Kaldı ki, yüce Allah, daha birçok günde
birçok hüküm açıklamıştır. Öyleyse bu günde açıklanan hükmün
ayrıcalığı nedir ki, yüce Allah onu veya ayrıntılı
açıklamasını dinin kemale erdirilmesi ve nimetin tamamlanması
olarak isimlendirmiştir?
Yoksa, dinin kemale erdirilmesinden
maksat, haram yiyecekleri ayrıntılı bir şekilde açıklayan bu
ayetin inişinden sonra yasama kapısının kapanması şeklindeki
tamamlanışı mıdır? Bu durumda Mâide suresinin inişi ile
Peygamberin (s.a.a) bu dünyadan göç edişi arasında inen
hükümlerin durumu ne olacaktır? Hatta bizzat Mâide suresinin
içinde bulunup da bu ayetten sonra inen öteki hükümler için ne
diyeceğiz? Varın siz düşünün!
Bütün bunlardan sonra, eğer maksat hicrî
onuncu yılın Arefe gününde inen ayetin kapsadığı haramların
zikredilişinden dolayı yapılan iyiliği anmaksa,
"size din olarak İslâm'a
razı oldum." (ki cümlenin takdiri, "Bugün razı
oldum"dur) ne anlam ifade ediyor?

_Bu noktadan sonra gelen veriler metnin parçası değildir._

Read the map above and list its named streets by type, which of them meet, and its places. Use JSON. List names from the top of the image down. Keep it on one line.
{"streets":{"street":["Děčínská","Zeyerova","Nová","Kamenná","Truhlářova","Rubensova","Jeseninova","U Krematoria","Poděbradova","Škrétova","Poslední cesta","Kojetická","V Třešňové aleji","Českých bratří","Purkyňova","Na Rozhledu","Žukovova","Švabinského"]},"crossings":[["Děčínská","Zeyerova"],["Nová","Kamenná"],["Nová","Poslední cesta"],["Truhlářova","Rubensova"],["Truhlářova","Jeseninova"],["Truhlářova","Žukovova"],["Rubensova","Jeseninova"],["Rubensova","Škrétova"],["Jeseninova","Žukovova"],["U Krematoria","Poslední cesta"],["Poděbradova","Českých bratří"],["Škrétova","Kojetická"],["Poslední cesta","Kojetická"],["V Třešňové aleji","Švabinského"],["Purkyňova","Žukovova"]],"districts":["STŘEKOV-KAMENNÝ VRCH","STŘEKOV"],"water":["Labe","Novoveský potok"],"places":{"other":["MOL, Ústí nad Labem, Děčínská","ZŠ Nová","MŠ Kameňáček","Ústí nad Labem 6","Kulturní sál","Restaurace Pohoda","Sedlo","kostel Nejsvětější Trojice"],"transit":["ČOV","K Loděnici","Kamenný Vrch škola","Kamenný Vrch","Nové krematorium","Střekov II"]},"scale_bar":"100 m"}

Bu günün ayrıcalığı nedir
ki, yüce Allah özellikle o günde din olarak İslâm'dan razı
olsun? Ki bu razı oluşa uygun düşecek nitelikte bu güne özgü
bir durum da söz konusu değildir?!
Bundan önceki yaklaşımlar için ileri
sürülen problemlerin birçoğu ya da çoğunluğa yakın miktarı
bunun için de söylenebilir. Fakat biz onları tekrarlayarak
sözü uzatmak istemiyoruz.
Acaba, ayette geçen "gün"den maksat,
Arefe günü ile Peygamberimizin (s.a.a) Medine'ye vardığı gün
arasındaki herhangi bir gün müdür, demek isteniyor? Nitekim
kâfirlerin ümitsizliğe düşmeleri ve dinin kemale erdirilişi
bazılarınca bu şekilde yorumlanmıştır!
Bundan önceki yaklaşımlara ilişkin
problemler, aynı detayıyla bunun için de geçerlidir.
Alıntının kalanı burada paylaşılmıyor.